As educators, we represent the every patient. We keep personal experience out of the classroom. We get to be the seeds, or part of the seed packet, where medical students have the opportunity to learn about bedside manner, appropriateness and inappropriateness, body language, how to deliver bad news, compassion, and empathy with boundaries.

Within reproductive health care, practitioners face the specific challenge of navigating clinical language with the task of reducing patient anxiety during an exam. In order to successfully provide care in that gray area, practitioners must work to not bring into the exam room any other context where a patient’s genitalia may be viewed or touched.

So we teach students how to utilize strictly clinical language — insert, separate, remove, palpate — along with how to read body language and diffuse fear/anxiety. Teaching the pelvic exam, for example, begins by talking specifically about language, and how it relates to the intersection between clinical and trust-building medical intake. A good example of a question is, “I offer this to all of my patients: would you like to be tested for Sexually Transmitted Infections today?”

Notice that language? It’s non-assumptive and very normalizing.

Along those lines, we teach a small cliff notes section at the end on how to compassionately deliver bad news (though many of the universities and institutions we service provide additional education about this). We stress kind body language, presence, and eye contact, evening power dynamics, and reducing the feelings of vulnerability the patient may be experiencing.

“Sit at the patient’s level,” I instruct my students. “Don’t tower over them. When listening, keep your palms up on your lap, showing openness and capaciousness. Like you can hold whatever it is they are going through.”
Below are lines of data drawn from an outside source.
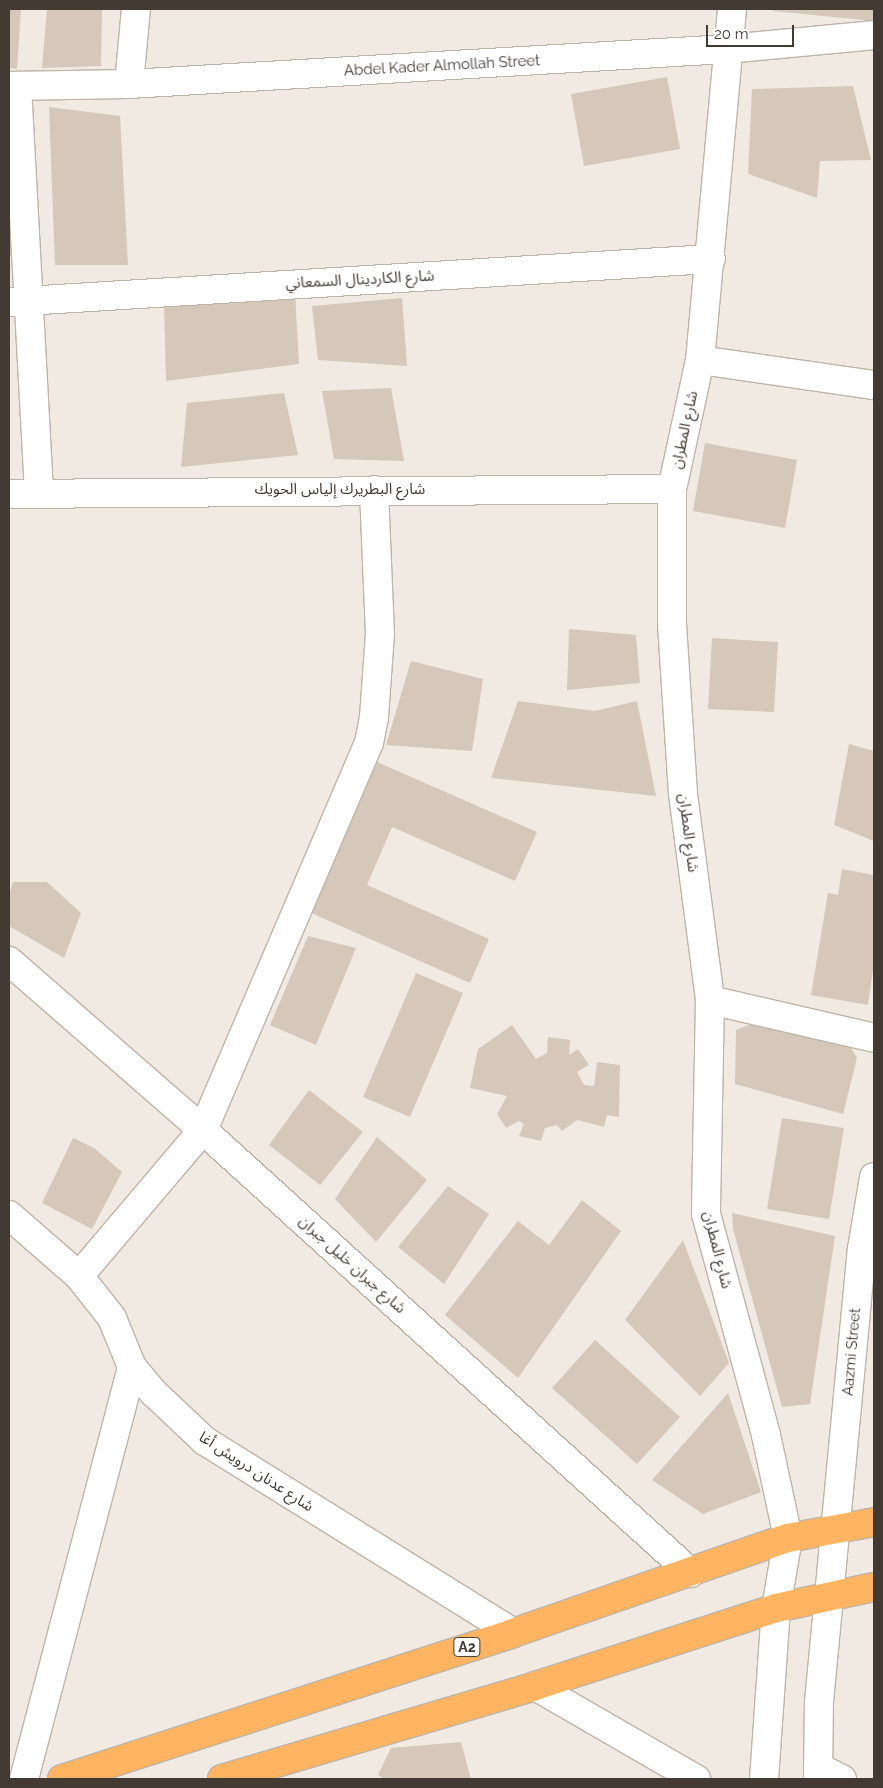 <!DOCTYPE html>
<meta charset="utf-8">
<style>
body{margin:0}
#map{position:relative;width:883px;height:1788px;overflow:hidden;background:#f1eae2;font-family:Raleway,"Noto Sans Arabic",sans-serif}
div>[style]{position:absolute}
.building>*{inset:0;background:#d5c7ba}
.roads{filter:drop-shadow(1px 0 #bfb4a8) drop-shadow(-1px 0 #bfb4a8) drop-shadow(0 1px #bfb4a8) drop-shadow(0 -1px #bfb4a8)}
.street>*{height:28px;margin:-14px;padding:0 14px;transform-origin:14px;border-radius:14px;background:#fff}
.highway>*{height:28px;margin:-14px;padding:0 14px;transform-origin:14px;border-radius:14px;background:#feb460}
span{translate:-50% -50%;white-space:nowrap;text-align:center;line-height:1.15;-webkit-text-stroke:4px #fff;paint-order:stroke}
.shield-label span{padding:1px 4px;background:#fff;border:1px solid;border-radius:4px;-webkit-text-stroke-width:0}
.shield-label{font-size:14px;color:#423a33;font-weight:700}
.street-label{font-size:15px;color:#423a33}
.frame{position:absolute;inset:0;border:10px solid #423a33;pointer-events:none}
.scale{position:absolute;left:706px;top:25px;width:88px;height:22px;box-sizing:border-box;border:2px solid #423a33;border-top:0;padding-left:6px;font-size:15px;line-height:18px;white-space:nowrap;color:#423a33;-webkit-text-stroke:4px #fff;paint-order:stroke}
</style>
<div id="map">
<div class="building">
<i style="clip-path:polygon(9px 9px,21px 9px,17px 69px,9px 68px)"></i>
<i style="clip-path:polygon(47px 9px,102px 9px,101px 66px,42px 68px)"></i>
<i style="clip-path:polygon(773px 9px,874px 9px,874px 21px,773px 11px)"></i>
<i style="clip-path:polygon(667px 77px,680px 149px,584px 166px,571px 94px)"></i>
<i style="clip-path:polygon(853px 86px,871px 160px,820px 161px,817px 198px,748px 174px,752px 89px)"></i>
<i style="clip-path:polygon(49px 107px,120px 116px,128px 265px,55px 265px)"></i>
<i style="clip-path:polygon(9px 200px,20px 200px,23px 256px,9px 256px)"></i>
<i style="clip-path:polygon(295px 293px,299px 364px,166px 381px,164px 306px)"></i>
<i style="clip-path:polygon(402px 298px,407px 366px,318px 360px,312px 306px)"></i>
<i style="clip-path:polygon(391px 388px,404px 461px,334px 459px,322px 391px)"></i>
<i style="clip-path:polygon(284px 393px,298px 455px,181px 467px,187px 403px)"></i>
<i style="clip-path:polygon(705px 443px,797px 460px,785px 528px,693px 511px)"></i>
<i style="clip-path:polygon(569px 629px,636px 635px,640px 683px,567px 690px)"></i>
<i style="clip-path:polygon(712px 638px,778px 642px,774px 712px,708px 709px)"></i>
<i style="clip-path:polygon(411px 661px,483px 679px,472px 751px,386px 745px)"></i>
<i style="clip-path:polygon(518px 701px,595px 711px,637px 701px,656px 796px,491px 778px)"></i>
<i style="clip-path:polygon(849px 744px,874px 751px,874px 841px,834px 825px)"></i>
<i style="clip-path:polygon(368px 758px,537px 832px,515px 881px,392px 827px,367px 885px,489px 939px,470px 983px,302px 909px)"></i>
<i style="clip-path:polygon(842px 869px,874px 875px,874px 963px,868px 1005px,811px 995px,828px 893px,838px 895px)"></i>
<i style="clip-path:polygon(13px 882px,47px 882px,81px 913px,64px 958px,9px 926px,9px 895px)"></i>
<i style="clip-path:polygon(308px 936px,356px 948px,316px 1045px,270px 1025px)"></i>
<i style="clip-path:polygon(416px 973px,463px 993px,410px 1117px,363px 1097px)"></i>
<i style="clip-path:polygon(754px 1023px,847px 1041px,857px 1058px,843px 1114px,735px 1084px,736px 1030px)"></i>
<i style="clip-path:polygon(512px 1025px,536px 1059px,547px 1053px,548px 1037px,570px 1040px,569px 1055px,578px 1049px,589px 1065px,577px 1072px,584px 1085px,594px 1086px,597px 1062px,620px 1065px,619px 1117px,607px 1115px,604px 1127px,577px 1120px,562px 1131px,557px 1125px,545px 1128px,541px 1141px,519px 1136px,524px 1124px,519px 1121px,506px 1128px,497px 1114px,507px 1096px,470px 1088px,478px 1049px)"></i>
<i style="clip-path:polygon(309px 1090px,363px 1132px,320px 1185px,269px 1145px)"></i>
<i style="clip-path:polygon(782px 1118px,844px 1128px,829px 1219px,767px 1209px)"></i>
<i style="clip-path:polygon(377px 1137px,427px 1180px,376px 1242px,335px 1199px)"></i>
<i style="clip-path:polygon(73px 1138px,94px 1148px,122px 1172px,92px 1229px,42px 1203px)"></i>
<i style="clip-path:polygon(448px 1186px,489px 1214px,444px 1284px,398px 1247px)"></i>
<i style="clip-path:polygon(582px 1200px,621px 1231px,518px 1378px,445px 1315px,518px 1221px,549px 1245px)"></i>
<i style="clip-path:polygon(732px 1213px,835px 1236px,810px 1404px,782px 1407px,733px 1229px)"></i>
<i style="clip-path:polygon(683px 1240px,729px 1363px,700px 1396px,625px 1320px)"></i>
<i style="clip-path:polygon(595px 1340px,680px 1417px,637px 1464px,552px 1388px)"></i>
<i style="clip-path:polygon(728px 1393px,761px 1492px,703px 1514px,652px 1480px)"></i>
<i style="clip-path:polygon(461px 1742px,471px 1779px,385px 1779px,378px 1775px,391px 1748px)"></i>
</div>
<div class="roads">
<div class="street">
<i style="left:732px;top:9px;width:352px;rotate:95.2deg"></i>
<i style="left:700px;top:360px;width:132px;rotate:102.2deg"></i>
<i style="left:672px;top:489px;width:135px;rotate:90deg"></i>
<i style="left:672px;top:624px;width:170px;rotate:86.3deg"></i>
<i style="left:683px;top:794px;width:208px;rotate:82.5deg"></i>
<i style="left:710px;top:1000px;width:214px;rotate:91.1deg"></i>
<i style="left:706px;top:1214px;width:229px;rotate:74.8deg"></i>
<i style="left:766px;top:1435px;width:105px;rotate:77.9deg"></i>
<i style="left:788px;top:1538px;width:71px;rotate:99.7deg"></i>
<i style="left:776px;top:1608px;width:171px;rotate:94deg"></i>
<i style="left:129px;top:84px;width:75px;rotate:-84.7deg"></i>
<i style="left:9px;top:86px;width:120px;rotate:-1deg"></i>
<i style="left:129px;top:84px;width:599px;rotate:-3.35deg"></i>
<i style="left:727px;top:49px;width:148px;rotate:-5.4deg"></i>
<i style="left:17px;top:86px;width:408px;rotate:86.9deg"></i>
<i style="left:9px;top:302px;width:703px;rotate:-3.51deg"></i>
<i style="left:700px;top:360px;width:176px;rotate:8.2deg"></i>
<i style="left:9px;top:494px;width:663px;rotate:-0.43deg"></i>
<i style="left:9px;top:961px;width:257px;rotate:41.1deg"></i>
<i style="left:203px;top:1130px;width:659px;rotate:42.23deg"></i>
<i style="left:710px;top:1000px;width:168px;rotate:13deg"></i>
<i style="left:9px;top:1215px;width:93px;rotate:41.1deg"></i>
<i style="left:79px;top:1276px;width:53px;rotate:51.8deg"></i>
<i style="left:112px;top:1318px;width:53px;rotate:67.8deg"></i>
<i style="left:132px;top:1367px;width:34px;rotate:50deg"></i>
<i style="left:154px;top:1393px;width:70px;rotate:43.3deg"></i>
<i style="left:205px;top:1441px;width:363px;rotate:31.9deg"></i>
<i style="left:79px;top:1276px;width:192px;rotate:-49.7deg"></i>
<i style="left:203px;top:1130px;width:421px;rotate:-66.8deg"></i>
<i style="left:369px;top:743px;width:26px;rotate:-79deg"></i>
<i style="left:374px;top:717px;width:83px;rotate:-85.9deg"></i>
<i style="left:380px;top:634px;width:144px;rotate:-92.4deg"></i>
<i style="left:535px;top:1686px;width:186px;rotate:30deg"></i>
<i style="left:818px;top:1767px;width:27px;rotate:27deg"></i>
<i style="left:24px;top:1779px;width:426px;rotate:-75.3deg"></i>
<i style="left:818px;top:1779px;width:77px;rotate:-89.3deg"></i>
<i style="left:819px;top:1702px;width:455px;rotate:-84.6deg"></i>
<i style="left:862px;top:1249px;width:73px;rotate:-80.5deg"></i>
</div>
<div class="highway">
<i style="left:62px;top:1779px;width:474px;rotate:-17.9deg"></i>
<i style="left:513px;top:1633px;width:291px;rotate:-19.1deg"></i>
<i style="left:788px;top:1538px;width:87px;rotate:-10.5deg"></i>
<i style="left:222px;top:1779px;width:327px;rotate:-16.5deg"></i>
<i style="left:535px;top:1686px;width:253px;rotate:-17.9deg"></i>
<i style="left:776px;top:1608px;width:100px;rotate:-12.1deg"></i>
</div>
</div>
<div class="shield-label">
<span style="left:467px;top:1647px">A2</span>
</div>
<div class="street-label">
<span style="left:442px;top:66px;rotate:-3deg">Abdel Kader Almollah Street</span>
<span style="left:360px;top:280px;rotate:-3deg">شارع الكاردينال السمعاني</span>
<span style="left:685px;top:430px;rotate:-78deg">شارع المطران</span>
<span style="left:340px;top:490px">شارع البطريرك إلياس الحويك</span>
<span style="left:688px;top:833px;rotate:83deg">شارع المطران</span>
<span style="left:717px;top:1250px;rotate:76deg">شارع المطران</span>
<span style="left:352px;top:1265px;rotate:42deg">شارع جبران خليل جبران</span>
<span style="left:852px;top:1352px;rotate:-85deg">Aazmi Street</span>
<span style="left:256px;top:1472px;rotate:33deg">شارع عدنان درويش أغا</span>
</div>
<div class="frame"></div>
<div class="scale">20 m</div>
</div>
Every educator has a slightly different way of teaching, a different component of the job they love. My favorite? Students come in terrified — they are working with anatomy they’ve been taught to be afraid of, anatomy they’ve learned through covert and overt misogyny is disgusting, or not valuable. So I see them, anxious and scared, and I get to model anxiety-reducing techniques. Just as we’re teaching them to normalize their patients’ fears, I can work to normalize their own fears and anxieties as practitioners. I listen to them with openness, and keep my face and tone free of judgment. And if I’ve done my job correctly, they relax — and then, my favorite part: they begin to show excitement. I get to be witness to what made them love medicine to begin with. And then I feel lucky, to see that transformation.

Students come in terrified.

Even if our students decide not to go into OBGYN (though I always hope my especially skilled and compassionate students do), these skills are highly translatable to whatever field that choose.
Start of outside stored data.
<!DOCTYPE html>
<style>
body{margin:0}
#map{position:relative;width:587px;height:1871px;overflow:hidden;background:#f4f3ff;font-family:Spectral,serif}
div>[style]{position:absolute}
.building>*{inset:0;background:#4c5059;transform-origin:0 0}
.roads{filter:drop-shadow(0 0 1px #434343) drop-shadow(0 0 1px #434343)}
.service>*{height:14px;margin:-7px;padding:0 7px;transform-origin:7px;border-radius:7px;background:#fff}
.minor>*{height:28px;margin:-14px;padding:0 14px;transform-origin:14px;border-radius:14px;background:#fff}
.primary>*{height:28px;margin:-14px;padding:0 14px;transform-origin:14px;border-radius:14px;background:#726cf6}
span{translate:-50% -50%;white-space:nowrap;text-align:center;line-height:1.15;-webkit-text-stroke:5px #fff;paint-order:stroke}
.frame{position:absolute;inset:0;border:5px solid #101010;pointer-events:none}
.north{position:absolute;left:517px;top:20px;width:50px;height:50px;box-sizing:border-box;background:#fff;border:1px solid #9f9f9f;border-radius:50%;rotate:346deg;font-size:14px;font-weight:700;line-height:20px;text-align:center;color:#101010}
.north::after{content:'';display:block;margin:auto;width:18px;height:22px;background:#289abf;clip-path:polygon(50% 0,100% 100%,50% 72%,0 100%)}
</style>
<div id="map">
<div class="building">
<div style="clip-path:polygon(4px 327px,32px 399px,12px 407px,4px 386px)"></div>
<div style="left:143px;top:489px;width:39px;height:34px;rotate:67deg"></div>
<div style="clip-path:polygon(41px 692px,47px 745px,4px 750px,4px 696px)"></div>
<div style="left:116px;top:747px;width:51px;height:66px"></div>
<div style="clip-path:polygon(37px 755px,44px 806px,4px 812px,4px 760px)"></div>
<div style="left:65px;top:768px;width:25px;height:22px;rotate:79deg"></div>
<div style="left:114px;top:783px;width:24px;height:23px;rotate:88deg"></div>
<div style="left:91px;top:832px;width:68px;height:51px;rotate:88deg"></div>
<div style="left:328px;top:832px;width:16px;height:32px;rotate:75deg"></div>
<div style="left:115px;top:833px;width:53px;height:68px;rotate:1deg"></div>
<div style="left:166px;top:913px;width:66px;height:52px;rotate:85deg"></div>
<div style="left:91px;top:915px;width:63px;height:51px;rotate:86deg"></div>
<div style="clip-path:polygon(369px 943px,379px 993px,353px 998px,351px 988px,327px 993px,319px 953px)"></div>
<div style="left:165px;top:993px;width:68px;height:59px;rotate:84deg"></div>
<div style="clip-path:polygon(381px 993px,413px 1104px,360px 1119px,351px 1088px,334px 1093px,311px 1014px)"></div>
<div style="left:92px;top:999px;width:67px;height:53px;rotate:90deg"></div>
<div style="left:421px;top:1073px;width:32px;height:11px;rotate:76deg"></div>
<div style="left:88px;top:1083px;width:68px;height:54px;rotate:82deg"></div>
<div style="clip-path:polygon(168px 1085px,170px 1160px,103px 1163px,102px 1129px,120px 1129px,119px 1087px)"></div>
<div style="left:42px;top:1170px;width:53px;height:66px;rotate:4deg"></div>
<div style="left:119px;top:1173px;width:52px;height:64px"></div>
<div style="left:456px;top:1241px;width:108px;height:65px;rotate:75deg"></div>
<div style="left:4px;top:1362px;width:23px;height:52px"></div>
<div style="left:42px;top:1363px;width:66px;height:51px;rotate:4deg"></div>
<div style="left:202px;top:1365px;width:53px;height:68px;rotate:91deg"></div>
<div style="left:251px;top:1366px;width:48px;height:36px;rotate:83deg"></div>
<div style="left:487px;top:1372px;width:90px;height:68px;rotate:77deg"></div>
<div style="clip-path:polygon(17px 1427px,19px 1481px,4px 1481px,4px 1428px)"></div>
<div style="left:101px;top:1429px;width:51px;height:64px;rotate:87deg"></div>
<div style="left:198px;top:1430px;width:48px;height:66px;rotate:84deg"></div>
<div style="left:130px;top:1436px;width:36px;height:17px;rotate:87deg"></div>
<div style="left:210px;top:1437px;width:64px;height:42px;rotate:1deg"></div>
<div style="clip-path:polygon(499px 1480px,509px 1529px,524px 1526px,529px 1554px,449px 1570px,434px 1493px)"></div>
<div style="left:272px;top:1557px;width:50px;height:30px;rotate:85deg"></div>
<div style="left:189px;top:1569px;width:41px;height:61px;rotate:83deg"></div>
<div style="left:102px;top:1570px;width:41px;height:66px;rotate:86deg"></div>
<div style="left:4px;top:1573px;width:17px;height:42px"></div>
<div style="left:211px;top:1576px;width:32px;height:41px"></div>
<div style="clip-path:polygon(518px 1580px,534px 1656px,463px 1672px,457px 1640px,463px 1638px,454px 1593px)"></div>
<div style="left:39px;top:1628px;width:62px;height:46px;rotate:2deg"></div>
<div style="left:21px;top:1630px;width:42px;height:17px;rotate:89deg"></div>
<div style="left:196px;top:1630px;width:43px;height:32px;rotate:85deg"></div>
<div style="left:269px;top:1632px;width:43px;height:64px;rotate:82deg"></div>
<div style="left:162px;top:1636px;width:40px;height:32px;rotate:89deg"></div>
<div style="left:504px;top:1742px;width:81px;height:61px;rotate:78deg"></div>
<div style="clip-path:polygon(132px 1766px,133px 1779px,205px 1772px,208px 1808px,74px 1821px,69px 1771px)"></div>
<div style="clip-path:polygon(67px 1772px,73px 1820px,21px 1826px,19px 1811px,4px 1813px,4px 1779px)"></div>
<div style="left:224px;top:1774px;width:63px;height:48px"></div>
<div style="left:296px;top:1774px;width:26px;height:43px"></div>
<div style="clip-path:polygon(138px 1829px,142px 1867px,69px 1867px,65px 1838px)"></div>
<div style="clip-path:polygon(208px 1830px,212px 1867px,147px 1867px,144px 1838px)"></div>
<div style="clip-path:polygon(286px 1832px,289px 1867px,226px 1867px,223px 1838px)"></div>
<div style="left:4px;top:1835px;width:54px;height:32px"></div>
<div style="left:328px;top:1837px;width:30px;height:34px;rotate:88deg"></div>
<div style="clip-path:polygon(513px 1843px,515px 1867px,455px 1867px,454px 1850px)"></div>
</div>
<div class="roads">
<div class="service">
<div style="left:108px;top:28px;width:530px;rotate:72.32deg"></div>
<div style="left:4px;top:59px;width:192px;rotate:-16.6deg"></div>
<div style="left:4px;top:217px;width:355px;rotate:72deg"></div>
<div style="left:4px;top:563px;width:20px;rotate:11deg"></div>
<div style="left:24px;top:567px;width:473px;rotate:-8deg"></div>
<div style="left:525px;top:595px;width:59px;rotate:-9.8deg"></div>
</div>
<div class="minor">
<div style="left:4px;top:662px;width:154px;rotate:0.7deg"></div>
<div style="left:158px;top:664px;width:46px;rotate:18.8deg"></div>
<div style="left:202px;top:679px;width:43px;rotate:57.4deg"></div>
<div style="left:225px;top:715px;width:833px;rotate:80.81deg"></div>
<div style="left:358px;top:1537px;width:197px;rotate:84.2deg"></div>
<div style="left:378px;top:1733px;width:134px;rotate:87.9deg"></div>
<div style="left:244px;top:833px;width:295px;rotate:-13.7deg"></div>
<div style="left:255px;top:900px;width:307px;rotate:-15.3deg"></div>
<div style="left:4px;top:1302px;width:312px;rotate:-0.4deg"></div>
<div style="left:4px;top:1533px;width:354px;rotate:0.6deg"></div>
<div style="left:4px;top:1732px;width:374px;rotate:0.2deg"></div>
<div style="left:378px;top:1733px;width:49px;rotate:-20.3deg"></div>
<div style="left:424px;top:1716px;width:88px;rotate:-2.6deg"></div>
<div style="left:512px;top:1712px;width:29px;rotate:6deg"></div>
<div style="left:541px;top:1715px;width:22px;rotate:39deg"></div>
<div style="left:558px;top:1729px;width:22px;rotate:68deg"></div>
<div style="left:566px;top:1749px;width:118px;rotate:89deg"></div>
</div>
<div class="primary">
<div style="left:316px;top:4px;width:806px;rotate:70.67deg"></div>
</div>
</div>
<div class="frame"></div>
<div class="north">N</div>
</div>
I wish that more medical students and practitioners could have access to the kinds of patient advocacy that organizations like Project Prepare teach on the regular. Because the sad fact is that so few programs give their students that opportunity. And the patients are the ones who suffer.

I’d be remiss if I didn’t also say that the experience takes me back to being a kid in a dorm room, listening to the fears of other kids in dorm rooms. Kids at the seed-stage of their lives.